Look through the data below and report how many lines include "Langhorne". Only the number should be given.

--- TASK DATA Enclosed Below ---

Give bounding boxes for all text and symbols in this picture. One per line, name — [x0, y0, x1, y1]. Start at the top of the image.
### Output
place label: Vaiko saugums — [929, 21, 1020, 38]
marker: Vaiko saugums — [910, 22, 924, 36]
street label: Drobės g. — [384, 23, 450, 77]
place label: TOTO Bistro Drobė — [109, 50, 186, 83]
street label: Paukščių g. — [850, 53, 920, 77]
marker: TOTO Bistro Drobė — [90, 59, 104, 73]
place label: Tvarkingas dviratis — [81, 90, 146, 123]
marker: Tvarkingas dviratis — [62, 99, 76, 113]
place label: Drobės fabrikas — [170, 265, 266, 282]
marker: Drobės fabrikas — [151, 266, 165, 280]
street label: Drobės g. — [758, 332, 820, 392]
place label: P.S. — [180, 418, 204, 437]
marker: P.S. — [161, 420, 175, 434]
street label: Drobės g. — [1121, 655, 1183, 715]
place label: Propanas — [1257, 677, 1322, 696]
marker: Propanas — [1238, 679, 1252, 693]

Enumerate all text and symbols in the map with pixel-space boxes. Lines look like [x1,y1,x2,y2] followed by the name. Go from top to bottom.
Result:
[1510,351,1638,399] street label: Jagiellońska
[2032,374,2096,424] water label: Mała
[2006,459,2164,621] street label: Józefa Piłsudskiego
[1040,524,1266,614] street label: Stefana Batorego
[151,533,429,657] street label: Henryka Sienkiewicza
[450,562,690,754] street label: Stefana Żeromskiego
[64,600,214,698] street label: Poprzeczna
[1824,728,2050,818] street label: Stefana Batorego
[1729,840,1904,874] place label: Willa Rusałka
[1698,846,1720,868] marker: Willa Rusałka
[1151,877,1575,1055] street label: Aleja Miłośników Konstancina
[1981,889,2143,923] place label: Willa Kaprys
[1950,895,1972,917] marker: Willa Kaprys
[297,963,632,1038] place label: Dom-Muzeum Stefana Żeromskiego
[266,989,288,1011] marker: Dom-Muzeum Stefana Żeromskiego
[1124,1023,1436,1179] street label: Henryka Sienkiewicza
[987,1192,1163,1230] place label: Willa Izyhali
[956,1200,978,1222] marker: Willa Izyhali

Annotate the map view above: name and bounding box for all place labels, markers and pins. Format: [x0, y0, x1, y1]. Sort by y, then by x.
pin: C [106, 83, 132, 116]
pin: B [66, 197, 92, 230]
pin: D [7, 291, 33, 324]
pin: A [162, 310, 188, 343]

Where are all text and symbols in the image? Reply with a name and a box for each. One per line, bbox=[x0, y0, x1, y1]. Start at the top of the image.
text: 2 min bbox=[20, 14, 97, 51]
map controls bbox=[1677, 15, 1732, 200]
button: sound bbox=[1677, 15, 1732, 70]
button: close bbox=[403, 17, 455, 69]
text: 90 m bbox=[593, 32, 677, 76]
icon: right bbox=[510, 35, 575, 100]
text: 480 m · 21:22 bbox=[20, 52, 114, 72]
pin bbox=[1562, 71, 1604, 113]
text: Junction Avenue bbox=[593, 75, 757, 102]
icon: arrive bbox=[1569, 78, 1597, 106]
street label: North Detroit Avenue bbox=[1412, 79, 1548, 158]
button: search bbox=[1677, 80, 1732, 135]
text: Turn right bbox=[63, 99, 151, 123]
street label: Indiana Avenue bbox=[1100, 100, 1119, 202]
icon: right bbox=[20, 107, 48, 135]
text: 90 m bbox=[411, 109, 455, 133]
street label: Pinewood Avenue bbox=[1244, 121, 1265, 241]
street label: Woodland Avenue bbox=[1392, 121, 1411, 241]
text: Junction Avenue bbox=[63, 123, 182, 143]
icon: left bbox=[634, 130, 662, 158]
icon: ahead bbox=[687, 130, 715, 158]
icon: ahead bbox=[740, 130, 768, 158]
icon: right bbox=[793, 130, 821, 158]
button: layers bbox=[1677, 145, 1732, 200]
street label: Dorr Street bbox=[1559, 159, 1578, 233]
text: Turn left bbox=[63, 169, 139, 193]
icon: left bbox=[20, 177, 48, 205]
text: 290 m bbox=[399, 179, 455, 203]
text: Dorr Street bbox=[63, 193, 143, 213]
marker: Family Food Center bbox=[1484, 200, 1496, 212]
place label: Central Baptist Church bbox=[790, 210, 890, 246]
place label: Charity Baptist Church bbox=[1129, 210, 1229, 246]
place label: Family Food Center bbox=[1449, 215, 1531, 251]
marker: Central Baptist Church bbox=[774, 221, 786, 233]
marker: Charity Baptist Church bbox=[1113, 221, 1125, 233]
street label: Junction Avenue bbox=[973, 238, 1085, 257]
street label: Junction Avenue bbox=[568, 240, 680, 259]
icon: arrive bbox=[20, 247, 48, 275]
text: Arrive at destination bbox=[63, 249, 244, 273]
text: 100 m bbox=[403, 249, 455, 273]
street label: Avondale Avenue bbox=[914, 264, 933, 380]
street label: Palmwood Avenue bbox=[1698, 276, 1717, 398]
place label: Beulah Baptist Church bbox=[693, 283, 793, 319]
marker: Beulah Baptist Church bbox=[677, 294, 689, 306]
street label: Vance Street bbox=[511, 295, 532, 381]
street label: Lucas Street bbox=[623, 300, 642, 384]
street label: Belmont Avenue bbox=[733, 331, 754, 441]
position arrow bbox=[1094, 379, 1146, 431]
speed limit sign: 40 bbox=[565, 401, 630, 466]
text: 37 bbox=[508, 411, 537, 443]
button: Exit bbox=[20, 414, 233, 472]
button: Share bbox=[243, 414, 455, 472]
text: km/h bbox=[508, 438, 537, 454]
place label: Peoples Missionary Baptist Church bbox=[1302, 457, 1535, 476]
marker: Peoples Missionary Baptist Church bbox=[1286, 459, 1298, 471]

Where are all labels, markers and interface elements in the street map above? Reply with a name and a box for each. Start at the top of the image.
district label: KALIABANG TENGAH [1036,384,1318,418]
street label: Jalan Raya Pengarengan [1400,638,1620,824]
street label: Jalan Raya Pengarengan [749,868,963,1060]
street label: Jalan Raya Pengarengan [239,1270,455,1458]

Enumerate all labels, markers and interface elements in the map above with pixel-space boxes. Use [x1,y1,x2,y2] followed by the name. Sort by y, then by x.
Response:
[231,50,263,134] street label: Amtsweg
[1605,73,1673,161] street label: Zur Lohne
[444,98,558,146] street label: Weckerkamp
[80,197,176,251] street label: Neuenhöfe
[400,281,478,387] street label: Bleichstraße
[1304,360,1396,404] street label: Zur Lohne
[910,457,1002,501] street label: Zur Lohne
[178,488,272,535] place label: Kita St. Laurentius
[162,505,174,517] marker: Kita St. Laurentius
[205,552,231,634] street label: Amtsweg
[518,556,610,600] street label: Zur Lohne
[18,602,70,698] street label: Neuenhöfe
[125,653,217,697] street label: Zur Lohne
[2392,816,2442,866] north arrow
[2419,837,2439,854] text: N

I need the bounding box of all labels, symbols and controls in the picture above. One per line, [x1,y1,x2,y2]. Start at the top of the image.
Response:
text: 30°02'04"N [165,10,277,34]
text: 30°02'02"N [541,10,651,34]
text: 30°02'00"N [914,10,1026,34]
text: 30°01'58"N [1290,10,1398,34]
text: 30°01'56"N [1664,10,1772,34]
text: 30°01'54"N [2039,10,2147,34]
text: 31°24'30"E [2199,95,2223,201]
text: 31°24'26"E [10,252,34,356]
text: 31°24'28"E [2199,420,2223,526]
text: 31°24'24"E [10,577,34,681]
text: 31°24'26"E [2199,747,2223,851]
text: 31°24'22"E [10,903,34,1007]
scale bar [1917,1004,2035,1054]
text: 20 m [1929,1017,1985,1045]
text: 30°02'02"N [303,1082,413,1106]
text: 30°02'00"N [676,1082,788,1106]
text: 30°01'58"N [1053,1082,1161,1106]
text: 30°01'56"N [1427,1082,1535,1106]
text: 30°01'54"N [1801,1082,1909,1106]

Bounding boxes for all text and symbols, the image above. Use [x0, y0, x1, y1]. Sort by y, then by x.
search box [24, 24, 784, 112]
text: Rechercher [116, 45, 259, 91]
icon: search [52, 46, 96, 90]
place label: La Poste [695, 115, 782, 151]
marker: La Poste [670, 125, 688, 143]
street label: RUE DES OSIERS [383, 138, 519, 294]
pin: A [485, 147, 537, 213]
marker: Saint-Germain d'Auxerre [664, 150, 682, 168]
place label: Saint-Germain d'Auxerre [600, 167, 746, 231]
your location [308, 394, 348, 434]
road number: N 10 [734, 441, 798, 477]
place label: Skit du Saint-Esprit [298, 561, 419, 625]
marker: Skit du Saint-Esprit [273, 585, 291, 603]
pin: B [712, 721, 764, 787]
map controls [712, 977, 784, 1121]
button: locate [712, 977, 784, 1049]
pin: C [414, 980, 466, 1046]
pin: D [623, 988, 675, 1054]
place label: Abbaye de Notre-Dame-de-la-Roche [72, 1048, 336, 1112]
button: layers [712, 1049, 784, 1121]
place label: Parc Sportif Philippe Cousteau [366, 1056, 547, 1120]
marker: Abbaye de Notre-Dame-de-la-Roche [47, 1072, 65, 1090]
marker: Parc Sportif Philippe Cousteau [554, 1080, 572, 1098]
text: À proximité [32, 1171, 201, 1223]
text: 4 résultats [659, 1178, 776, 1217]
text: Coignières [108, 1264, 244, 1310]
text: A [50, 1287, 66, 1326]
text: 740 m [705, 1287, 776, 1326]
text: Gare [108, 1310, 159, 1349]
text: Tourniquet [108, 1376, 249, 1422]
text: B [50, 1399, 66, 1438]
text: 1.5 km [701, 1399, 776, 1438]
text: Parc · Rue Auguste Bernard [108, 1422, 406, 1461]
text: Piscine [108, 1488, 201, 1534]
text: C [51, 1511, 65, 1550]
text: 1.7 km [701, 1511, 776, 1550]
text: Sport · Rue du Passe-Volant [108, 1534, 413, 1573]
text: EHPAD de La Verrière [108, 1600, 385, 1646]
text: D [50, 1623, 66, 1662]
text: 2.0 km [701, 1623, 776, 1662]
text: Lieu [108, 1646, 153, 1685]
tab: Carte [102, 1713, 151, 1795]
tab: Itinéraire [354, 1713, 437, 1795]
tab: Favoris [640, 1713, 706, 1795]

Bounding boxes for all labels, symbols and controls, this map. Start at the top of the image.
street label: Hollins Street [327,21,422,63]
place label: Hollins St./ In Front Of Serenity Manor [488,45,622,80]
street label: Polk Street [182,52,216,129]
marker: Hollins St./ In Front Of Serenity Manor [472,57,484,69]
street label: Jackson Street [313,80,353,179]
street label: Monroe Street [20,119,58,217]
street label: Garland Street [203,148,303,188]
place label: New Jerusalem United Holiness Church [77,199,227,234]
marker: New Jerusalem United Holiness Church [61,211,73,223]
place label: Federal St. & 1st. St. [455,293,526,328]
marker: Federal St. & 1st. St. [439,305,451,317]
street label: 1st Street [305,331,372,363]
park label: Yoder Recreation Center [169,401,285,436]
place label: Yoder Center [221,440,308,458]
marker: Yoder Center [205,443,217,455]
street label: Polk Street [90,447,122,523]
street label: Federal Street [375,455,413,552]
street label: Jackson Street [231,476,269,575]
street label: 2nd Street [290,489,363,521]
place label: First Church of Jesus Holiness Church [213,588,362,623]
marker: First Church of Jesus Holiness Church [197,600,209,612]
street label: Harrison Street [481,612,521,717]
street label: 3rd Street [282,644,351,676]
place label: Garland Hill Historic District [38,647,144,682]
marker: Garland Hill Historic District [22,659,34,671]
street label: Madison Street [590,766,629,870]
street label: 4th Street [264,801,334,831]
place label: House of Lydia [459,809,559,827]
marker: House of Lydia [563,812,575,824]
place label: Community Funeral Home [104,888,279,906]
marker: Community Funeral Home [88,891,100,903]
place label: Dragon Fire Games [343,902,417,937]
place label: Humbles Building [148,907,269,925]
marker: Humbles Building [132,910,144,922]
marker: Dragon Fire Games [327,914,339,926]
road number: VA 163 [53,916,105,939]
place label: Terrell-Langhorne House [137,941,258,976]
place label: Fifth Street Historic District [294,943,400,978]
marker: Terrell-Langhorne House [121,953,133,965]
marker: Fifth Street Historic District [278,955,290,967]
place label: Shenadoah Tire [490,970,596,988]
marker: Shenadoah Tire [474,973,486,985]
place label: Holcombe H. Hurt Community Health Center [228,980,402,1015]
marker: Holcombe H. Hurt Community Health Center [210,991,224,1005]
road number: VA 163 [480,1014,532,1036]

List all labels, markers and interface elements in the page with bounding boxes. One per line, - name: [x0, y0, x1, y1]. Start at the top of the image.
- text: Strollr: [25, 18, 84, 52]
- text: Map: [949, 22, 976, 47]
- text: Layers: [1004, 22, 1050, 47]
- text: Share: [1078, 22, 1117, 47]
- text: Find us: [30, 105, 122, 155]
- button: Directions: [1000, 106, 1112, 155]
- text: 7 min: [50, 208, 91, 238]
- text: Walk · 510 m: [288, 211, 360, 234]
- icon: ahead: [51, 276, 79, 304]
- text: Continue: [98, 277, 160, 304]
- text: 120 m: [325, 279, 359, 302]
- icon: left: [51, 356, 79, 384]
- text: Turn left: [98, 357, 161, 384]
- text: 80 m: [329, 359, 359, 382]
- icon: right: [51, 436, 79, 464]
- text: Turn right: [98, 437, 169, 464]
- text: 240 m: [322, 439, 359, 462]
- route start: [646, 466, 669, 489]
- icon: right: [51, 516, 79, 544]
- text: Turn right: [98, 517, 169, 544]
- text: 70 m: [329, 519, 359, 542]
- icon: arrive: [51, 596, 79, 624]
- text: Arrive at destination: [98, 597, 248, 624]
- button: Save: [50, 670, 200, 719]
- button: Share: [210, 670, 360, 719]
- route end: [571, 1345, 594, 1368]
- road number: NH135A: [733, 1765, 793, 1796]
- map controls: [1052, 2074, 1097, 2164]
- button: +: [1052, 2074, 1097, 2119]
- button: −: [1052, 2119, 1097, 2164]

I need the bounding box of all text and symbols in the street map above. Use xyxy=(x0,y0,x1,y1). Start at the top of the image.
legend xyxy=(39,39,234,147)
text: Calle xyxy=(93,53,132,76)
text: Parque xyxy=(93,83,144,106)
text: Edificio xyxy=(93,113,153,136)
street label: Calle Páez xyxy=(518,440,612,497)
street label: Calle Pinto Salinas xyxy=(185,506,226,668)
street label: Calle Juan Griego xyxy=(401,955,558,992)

--- End of Enclosed TASK DATA ---

▶ **YOUR SOLUTION**
2